(EXERCISE DESCRIPTION) Using the data below, output the first line and every line after it up to and including the line containing "function drawText(font, color, halo, rows, align", exactly as written and with nothing added.

*** Opening DATA SUPPLIED ***

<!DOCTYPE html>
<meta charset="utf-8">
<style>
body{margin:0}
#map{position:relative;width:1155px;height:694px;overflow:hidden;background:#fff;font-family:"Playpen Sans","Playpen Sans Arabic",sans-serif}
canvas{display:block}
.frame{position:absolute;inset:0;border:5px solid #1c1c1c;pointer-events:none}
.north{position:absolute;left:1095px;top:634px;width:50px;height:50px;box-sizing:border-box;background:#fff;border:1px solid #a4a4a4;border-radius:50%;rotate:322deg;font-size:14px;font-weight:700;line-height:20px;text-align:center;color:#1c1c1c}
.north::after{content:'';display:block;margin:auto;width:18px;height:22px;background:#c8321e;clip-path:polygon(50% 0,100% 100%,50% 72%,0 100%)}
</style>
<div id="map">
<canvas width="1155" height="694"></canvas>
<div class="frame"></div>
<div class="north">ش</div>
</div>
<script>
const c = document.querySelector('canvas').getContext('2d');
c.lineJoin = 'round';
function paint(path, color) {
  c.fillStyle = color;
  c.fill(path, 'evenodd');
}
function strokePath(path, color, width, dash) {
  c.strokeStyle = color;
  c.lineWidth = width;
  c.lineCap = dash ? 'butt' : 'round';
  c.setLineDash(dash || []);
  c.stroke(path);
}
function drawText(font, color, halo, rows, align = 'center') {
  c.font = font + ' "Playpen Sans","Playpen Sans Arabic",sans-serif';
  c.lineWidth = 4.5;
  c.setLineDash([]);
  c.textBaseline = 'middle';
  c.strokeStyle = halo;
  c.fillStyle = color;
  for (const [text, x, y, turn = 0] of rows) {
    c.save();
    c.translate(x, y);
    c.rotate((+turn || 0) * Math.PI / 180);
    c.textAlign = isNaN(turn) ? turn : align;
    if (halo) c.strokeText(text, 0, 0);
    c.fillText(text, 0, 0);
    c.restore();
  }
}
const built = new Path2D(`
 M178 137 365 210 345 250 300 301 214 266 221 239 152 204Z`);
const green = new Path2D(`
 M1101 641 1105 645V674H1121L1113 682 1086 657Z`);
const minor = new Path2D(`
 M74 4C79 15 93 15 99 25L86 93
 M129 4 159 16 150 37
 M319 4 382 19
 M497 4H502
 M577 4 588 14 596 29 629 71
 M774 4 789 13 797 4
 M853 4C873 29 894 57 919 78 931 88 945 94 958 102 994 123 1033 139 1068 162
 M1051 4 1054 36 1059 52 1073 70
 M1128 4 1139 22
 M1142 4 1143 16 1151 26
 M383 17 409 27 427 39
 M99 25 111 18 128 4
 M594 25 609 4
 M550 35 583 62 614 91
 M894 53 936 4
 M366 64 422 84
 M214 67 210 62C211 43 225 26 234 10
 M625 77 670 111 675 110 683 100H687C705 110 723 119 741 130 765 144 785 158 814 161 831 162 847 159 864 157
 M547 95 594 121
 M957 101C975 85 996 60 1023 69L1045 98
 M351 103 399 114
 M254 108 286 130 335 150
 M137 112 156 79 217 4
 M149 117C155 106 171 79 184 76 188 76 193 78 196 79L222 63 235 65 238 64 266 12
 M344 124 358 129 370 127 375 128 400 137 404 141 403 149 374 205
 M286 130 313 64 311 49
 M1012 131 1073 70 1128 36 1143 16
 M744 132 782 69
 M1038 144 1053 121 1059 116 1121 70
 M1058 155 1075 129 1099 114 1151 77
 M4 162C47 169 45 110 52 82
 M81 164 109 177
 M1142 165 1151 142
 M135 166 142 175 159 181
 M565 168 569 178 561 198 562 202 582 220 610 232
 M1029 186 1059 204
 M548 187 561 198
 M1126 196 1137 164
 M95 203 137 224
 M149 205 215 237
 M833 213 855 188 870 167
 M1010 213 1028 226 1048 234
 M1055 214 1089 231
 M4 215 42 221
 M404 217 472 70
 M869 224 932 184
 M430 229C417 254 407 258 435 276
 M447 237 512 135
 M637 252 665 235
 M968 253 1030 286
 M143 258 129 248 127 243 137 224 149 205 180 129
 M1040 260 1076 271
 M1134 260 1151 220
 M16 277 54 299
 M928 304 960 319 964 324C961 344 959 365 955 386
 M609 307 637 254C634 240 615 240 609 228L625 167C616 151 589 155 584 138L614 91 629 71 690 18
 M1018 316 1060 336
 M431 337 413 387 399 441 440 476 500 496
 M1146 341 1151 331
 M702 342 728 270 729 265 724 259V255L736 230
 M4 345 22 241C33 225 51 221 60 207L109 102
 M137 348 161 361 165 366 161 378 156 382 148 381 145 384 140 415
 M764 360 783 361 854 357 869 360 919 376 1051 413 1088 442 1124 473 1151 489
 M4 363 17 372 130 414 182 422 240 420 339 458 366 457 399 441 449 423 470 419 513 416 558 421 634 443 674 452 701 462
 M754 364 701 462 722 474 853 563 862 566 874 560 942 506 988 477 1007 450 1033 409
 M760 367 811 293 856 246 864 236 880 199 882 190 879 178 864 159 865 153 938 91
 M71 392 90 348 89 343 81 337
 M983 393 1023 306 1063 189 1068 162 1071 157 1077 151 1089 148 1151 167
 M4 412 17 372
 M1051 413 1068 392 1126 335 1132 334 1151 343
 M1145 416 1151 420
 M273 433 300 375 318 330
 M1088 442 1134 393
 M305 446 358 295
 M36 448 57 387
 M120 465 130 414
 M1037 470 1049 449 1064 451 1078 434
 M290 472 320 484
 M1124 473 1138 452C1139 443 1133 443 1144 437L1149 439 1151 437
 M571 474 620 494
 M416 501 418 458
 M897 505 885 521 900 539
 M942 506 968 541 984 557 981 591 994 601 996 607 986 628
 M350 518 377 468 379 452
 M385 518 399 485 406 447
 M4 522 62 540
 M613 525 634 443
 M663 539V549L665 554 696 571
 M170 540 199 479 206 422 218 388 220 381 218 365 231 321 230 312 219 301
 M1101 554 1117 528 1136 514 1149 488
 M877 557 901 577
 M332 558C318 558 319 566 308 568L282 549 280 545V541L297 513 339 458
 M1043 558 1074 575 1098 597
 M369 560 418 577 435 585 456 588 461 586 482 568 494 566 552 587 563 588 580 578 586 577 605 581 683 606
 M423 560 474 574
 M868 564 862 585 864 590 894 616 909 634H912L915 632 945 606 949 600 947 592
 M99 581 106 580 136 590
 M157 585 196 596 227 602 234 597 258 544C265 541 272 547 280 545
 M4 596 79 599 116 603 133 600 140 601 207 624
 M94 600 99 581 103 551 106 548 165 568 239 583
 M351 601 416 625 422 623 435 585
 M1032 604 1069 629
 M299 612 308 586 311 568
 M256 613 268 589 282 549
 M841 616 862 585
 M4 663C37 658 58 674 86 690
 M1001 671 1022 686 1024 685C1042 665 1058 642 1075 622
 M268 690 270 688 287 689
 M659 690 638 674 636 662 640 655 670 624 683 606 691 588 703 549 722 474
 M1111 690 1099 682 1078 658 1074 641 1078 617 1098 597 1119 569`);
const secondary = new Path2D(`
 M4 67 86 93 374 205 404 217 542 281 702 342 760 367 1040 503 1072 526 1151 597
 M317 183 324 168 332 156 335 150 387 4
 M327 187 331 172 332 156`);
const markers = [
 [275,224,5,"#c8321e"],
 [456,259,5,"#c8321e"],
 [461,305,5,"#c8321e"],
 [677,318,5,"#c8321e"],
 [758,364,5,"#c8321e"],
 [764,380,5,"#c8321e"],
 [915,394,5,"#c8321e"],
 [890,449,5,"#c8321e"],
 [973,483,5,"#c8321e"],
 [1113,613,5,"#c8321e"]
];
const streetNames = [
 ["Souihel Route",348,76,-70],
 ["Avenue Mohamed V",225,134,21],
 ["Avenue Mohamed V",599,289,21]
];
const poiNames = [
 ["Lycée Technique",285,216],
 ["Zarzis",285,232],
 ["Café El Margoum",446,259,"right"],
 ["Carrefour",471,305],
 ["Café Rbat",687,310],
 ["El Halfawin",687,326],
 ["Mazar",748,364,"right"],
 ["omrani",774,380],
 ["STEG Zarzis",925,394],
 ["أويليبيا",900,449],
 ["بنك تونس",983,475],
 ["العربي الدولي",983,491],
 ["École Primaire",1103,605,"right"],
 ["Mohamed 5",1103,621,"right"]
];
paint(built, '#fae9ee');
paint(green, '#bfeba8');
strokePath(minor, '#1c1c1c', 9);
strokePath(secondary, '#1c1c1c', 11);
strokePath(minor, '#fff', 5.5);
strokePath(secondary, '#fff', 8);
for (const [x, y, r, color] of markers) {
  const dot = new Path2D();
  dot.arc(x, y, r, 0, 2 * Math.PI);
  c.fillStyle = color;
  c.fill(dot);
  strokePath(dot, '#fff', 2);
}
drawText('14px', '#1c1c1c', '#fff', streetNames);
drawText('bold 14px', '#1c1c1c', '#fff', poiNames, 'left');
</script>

*** Closing DATA SUPPLIED ***

(TASK SOLUTION)
<!DOCTYPE html>
<meta charset="utf-8">
<style>
body{margin:0}
#map{position:relative;width:1155px;height:694px;overflow:hidden;background:#fff;font-family:"Playpen Sans","Playpen Sans Arabic",sans-serif}
canvas{display:block}
.frame{position:absolute;inset:0;border:5px solid #1c1c1c;pointer-events:none}
.north{position:absolute;left:1095px;top:634px;width:50px;height:50px;box-sizing:border-box;background:#fff;border:1px solid #a4a4a4;border-radius:50%;rotate:322deg;font-size:14px;font-weight:700;line-height:20px;text-align:center;color:#1c1c1c}
.north::after{content:'';display:block;margin:auto;width:18px;height:22px;background:#c8321e;clip-path:polygon(50% 0,100% 100%,50% 72%,0 100%)}
</style>
<div id="map">
<canvas width="1155" height="694"></canvas>
<div class="frame"></div>
<div class="north">ش</div>
</div>
<script>
const c = document.querySelector('canvas').getContext('2d');
c.lineJoin = 'round';
function paint(path, color) {
  c.fillStyle = color;
  c.fill(path, 'evenodd');
}
function strokePath(path, color, width, dash) {
  c.strokeStyle = color;
  c.lineWidth = width;
  c.lineCap = dash ? 'butt' : 'round';
  c.setLineDash(dash || []);
  c.stroke(path);
}
function drawText(font, color, halo, rows, align = 'center') {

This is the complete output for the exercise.